У англичан и у немцев несравненно больше остроумных образов у французов больше остроумной рефлексии; эта последняя уместнее в обществе и в компании, а в первом случае фантазии предстоит долго распускать свои паруса, что в комнате делать неудобно и затруднительно. Какой длинный, взаимно отражающийся ряд сходств подчас заключает в себе одно-единственное сравнение Юнга или Музеуса! Что бледный французский жемчуг третьей воды перед английскими алмазами первого огня! Мадам де Неккер среди примеров оправданной смелости приводит следующий: пламенный Бюффон не поколебался придать слову volonte бурную метафору — vive {2}. Но если вся Франция, следующая правилам, одобрительно восприняла этот поэтический образ, воплощающий волю, то философствующая Германия видит в нем лишь выражение в собственном смысле и даже плеоназм; ибо ведь только воля по-настоящему и живет.
Поскольку во французской казне и сокровищнице образов помимо мифологической утвари мало что можно найти — разве что обычное трагическое вооружение и чернильный прибор поэта, троны, скипетры, кинжалы, цветы, храмы, закалаемые жертвы, немножко пламени и золота (отнюдь не серебра!), эшафот и некоторые наиболее привилегированные из членов тела, то французы и пользуются этими последними, поскольку такой поэтический столовый прибор у них всегда под рукой, особенно руки, ноги, губы, чело, причем пользуются столь же часто и столь же смело, как поэты восточные и дикари, что наподобие французских материалистов, строят Я из членов тела. Вольтер сказал: «Le sommeil carresse des mains de la nature» {3}. Другой поэт выразился не столь дурно: «Ses mains cueillent des fleurs et ses pas les font naitre» {4}. Так по-восточному дерзновенно придают они Надежде, Времени, Любви — руки, коль скоро антитеза в свою очередь может что-нибудь противопоставить и придать рукам — ноги, или губы, или колени, или сердце.
Бедное сердце! У доблестных немцев это по крайней мере один из эпонимов мужества, но во французской поэзии это, как в анатомии, самый сильный мускул, причем с самыми тонкими нервами. Комический поэт, по всей видимости, не остановился бы перед тем, чтобы назвать несчастное сердце — globe de compression {5} или globulus hystericus {6} галльской Музы — или воздушной пулей ее духового ружья — или пиротехническим колесом ее фейерверков — или валиком ее шарманки — или кассой ее сверхприбылей — или плавильной печью — или всем прочим; однако нужно быть человеком, лишенным или почти лишенным вкуса, чтобы не счесть все подобное совершенно несовместимым с тоном, какого требуют настоящие эстетические программы.

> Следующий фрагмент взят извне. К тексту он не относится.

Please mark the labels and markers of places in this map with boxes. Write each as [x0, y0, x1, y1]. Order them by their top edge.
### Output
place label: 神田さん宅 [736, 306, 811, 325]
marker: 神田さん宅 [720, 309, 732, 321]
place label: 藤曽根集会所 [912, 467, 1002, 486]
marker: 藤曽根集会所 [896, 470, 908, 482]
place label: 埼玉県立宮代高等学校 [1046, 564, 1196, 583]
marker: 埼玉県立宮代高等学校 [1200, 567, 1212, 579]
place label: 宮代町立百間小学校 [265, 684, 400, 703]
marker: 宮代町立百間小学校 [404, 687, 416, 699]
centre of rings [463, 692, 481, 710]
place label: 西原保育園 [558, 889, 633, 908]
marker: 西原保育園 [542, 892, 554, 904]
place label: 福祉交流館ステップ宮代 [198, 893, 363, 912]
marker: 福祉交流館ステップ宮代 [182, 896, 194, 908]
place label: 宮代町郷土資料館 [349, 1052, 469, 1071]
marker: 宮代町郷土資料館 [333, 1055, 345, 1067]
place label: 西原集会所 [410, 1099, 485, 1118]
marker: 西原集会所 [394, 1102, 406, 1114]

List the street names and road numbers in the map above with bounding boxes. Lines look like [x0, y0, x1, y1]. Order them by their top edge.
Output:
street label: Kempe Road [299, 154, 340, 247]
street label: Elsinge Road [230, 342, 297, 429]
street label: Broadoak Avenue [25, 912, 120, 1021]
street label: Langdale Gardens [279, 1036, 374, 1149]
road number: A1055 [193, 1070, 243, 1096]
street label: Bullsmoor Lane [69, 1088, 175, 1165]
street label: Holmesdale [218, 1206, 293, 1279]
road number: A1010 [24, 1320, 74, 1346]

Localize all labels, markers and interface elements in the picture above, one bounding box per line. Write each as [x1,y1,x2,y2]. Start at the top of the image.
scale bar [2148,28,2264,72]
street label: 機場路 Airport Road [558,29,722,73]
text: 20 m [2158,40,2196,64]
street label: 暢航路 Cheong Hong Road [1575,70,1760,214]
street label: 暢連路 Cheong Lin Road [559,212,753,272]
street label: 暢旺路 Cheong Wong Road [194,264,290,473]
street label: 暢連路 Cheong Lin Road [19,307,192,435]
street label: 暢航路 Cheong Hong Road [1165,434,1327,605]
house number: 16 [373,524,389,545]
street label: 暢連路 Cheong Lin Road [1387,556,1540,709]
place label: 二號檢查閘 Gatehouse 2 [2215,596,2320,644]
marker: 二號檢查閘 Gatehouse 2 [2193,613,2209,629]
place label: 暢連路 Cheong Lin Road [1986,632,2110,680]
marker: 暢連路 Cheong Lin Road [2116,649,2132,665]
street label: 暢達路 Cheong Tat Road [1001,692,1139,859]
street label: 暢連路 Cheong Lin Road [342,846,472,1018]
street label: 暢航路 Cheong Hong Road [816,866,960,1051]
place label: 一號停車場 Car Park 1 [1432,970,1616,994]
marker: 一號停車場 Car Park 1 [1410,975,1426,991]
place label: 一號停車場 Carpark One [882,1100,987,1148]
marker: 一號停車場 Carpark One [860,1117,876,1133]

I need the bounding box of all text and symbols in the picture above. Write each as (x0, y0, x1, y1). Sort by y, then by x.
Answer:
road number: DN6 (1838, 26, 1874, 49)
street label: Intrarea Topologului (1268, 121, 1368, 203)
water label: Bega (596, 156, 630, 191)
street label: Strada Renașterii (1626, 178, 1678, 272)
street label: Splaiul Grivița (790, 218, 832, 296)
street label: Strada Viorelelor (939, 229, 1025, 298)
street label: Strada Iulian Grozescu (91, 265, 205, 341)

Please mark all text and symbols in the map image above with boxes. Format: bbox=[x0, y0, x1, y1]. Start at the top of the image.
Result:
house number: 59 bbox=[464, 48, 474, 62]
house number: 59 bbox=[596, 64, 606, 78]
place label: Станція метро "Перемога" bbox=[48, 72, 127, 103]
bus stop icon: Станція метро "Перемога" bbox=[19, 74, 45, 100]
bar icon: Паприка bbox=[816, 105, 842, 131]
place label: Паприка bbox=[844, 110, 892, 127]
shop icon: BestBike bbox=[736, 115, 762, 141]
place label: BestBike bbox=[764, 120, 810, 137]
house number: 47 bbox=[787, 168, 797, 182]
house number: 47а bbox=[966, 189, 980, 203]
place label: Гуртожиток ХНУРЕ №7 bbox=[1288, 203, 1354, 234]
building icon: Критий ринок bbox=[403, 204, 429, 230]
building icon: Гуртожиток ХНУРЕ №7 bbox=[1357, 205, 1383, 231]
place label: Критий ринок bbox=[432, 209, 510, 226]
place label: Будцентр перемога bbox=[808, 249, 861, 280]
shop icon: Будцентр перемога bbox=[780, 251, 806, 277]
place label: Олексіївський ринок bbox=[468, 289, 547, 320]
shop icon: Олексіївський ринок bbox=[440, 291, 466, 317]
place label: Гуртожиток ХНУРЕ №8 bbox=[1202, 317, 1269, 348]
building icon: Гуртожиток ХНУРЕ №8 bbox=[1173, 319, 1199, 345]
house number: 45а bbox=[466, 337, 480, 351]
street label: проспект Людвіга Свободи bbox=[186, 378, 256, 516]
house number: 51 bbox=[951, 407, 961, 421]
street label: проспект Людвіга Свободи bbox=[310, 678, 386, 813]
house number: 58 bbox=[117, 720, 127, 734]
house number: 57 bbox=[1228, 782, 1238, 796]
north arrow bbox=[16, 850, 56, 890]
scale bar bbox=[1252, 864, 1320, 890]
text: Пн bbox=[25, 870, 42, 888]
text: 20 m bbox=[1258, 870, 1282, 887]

Аллегория реже бывает последовательно развертываемой метафорой, а чаще — произвольно измененной. Это самый простой вид образного остроумия и самый опасный род образной фантазии. Она потому столь проста, что, пользуясь олицетворением, может применить и все то, что для сравнения слишком близко и голо, и затем все то, что для сравнения слишком далеко (ибо, дерзко приближая, она принуждает и дух); наконец, потому, что она сама разрабатывает и совершенствует то самое, с чем сравнивает, и в зависимости от того, что сравнивает; кроме того, она неприметно для глаза меняет метафоры. Настоящая аллегория сцепляет с необразным остроумием остроумие образное, и Мёзер пишет: «Опера — это позорный столб, к которому привязывают уши, чтобы выставить на всеобщее обозрение свою голову» {1}. Зато дурна такая аллегория Юнга: «Каждый похищенный у нас друг — это перо, вырванное из крыльев человеческого тщеславия и заставляющее нас спуститься со своих заоблачных высот и на потерявших силу крыльях падающего честолюбия (сплошные тавтологии!) скользить у самой земли, пока мы, падая, не разрываем ее поверхность, чтобы покрыть прахом земным разлагающуюся гордыню (теперь метафора падения перешла в метафору зловония) и избавить мир от чумы» {2}.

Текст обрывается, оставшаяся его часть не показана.